[Start of Attachment]

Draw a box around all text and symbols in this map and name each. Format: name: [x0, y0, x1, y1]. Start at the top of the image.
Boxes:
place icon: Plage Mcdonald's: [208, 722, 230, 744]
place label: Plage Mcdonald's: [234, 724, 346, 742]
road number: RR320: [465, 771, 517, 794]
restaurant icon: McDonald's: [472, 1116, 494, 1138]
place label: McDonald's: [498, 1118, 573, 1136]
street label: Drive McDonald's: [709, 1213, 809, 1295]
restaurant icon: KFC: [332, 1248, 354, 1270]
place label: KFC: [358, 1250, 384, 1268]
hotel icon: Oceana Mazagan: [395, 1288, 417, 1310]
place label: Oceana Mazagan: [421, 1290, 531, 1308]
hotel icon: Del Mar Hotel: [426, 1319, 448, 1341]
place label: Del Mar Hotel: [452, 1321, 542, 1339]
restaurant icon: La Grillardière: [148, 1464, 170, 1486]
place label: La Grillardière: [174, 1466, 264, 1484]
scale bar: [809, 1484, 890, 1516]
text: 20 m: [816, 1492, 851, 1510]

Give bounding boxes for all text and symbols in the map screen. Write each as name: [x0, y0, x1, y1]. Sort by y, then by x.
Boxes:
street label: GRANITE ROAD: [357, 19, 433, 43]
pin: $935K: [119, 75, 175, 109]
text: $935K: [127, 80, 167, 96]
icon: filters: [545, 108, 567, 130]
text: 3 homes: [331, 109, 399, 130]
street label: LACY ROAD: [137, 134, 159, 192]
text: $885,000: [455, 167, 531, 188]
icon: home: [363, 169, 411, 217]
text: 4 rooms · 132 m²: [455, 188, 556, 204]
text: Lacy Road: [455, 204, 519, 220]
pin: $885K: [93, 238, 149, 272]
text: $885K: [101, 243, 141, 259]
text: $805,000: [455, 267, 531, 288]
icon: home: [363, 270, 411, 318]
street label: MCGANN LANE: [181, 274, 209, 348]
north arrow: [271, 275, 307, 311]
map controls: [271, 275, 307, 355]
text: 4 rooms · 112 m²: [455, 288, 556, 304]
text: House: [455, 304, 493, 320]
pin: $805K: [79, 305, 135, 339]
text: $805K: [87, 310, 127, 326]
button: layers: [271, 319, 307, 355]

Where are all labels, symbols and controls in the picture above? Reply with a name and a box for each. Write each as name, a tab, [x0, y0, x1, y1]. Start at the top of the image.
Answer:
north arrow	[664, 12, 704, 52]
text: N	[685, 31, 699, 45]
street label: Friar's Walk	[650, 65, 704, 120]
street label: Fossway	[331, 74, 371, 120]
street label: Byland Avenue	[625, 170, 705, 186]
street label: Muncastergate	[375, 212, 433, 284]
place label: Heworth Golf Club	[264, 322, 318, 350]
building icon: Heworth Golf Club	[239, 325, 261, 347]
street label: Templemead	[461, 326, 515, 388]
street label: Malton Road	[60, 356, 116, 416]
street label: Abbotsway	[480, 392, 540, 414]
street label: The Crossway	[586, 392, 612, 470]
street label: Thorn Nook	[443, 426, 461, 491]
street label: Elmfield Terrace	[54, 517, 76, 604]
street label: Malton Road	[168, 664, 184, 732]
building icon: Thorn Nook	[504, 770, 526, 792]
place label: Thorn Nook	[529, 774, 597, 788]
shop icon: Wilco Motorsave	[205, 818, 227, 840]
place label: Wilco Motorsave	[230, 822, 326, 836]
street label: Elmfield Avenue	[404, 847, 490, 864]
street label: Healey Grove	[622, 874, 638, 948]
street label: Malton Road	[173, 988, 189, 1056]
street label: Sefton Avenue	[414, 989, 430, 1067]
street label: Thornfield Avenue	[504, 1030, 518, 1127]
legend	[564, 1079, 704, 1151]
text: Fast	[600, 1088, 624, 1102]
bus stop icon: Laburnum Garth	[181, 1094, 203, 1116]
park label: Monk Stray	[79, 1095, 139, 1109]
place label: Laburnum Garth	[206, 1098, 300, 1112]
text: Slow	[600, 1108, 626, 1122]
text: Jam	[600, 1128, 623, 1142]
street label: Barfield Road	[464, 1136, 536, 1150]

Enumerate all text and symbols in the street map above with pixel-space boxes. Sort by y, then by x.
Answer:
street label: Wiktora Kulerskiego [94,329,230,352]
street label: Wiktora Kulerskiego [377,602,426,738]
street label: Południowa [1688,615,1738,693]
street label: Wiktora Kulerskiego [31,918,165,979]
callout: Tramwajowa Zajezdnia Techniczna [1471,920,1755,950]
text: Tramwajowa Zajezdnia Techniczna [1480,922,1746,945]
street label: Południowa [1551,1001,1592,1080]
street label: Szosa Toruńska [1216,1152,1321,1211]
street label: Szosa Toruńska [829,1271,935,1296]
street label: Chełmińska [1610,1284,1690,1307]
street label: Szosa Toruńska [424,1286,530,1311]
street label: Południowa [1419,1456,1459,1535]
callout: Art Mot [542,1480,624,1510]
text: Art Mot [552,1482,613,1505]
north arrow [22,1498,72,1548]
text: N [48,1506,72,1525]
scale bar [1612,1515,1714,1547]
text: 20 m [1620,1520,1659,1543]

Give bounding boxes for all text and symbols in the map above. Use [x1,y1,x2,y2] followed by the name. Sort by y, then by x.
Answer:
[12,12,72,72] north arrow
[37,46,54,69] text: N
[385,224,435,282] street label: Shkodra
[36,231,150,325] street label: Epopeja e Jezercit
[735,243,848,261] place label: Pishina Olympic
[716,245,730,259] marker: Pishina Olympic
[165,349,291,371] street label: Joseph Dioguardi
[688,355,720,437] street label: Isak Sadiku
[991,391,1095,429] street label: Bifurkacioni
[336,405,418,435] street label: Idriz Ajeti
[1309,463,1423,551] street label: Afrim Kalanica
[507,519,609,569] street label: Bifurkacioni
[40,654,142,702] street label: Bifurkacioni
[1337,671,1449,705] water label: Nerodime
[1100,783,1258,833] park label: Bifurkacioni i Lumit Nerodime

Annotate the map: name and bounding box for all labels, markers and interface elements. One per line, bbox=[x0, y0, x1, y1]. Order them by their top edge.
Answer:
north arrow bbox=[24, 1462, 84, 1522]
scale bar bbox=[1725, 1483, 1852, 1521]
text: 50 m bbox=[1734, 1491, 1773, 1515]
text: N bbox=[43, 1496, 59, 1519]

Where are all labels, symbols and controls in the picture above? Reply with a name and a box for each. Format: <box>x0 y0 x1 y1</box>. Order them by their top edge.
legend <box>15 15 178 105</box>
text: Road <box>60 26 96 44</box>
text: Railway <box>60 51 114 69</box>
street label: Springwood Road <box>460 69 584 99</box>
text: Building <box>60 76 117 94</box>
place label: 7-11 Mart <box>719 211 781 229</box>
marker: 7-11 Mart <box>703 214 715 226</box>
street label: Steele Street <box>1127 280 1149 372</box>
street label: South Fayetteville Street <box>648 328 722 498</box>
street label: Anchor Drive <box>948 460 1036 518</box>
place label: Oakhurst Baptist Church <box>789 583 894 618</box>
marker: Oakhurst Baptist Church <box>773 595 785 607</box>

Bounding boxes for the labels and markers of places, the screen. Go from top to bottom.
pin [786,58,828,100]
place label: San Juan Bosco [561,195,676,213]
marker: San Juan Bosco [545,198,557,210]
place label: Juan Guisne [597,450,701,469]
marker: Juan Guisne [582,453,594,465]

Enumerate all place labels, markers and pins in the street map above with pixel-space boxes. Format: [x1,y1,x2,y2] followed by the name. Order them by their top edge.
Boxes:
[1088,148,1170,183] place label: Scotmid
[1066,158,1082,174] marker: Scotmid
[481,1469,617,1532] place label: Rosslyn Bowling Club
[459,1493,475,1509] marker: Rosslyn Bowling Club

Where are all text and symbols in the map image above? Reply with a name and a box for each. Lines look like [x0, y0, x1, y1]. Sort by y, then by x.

[End of Attachment]

• [EXERCISE DIRECTIONS]
Copy out the line holding "Bounding boxes for the" along with all lines after it through the end of the entries, exactly and only these.

• [SOLUTION TO THIS EXERCISE]
Bounding boxes for the labels and markers of places, the screen. Go from top to bottom.
pin [786,58,828,100]
place label: San Juan Bosco [561,195,676,213]
marker: San Juan Bosco [545,198,557,210]
place label: Juan Guisne [597,450,701,469]
marker: Juan Guisne [582,453,594,465]

Enumerate all place labels, markers and pins in the street map above with pixel-space boxes. Format: [x1,y1,x2,y2] followed by the name. Order them by their top edge.
Boxes:
[1088,148,1170,183] place label: Scotmid
[1066,158,1082,174] marker: Scotmid
[481,1469,617,1532] place label: Rosslyn Bowling Club
[459,1493,475,1509] marker: Rosslyn Bowling Club

Where are all text and symbols in the map image above? Reply with a name and a box for each. Lines look like [x0, y0, x1, y1]. Sort by y, then by x.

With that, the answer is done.